What you are asked to do. From the line that contains "For a GIS import: Summarize" to the final line of the entries, return every line exactly and leave out all others.

------ Records for this task

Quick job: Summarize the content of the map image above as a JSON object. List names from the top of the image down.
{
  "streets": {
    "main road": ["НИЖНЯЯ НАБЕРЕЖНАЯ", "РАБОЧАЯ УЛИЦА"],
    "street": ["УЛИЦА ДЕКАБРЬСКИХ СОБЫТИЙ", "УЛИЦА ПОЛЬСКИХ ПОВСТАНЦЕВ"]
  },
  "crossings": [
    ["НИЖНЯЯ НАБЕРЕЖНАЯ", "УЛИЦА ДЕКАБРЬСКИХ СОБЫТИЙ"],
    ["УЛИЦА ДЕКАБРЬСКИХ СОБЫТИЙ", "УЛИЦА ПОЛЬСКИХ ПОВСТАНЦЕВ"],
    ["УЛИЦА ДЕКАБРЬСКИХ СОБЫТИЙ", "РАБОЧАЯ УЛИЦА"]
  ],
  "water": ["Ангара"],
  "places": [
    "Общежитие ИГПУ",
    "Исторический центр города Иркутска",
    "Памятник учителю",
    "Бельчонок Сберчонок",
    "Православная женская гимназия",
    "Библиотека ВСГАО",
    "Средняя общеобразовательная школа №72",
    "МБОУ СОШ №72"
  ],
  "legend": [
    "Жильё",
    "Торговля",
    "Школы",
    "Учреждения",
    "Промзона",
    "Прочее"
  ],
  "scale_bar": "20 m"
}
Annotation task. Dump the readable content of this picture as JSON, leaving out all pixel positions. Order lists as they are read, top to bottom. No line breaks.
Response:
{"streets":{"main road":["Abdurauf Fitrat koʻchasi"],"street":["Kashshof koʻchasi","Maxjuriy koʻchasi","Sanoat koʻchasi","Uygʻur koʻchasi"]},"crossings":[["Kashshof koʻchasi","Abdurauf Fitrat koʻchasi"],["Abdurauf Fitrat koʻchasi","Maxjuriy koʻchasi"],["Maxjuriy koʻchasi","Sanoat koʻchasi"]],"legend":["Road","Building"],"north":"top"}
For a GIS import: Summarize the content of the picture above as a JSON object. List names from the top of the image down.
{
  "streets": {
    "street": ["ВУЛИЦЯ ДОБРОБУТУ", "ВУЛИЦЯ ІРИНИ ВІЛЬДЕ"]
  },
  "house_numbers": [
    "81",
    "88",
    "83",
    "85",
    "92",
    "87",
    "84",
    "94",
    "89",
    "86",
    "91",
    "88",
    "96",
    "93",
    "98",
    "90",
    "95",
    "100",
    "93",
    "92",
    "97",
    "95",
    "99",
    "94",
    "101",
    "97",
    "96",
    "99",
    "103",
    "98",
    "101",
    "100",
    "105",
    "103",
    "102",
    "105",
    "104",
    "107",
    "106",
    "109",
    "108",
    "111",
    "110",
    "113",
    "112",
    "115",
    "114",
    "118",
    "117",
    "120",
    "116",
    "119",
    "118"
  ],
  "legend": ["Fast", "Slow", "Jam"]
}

------------

Response to this exercise.
For a GIS import: Summarize the content of the picture above as a JSON object. List names from the top of the image down.
{
  "streets": {
    "street": ["ВУЛИЦЯ ДОБРОБУТУ", "ВУЛИЦЯ ІРИНИ ВІЛЬДЕ"]
  },
  "house_numbers": [
    "81",
    "88",
    "83",
    "85",
    "92",
    "87",
    "84",
    "94",
    "89",
    "86",
    "91",
    "88",
    "96",
    "93",
    "98",
    "90",
    "95",
    "100",
    "93",
    "92",
    "97",
    "95",
    "99",
    "94",
    "101",
    "97",
    "96",
    "99",
    "103",
    "98",
    "101",
    "100",
    "105",
    "103",
    "102",
    "105",
    "104",
    "107",
    "106",
    "109",
    "108",
    "111",
    "110",
    "113",
    "112",
    "115",
    "114",
    "118",
    "117",
    "120",
    "116",
    "119",
    "118"
  ],
  "legend": ["Fast", "Slow", "Jam"]
}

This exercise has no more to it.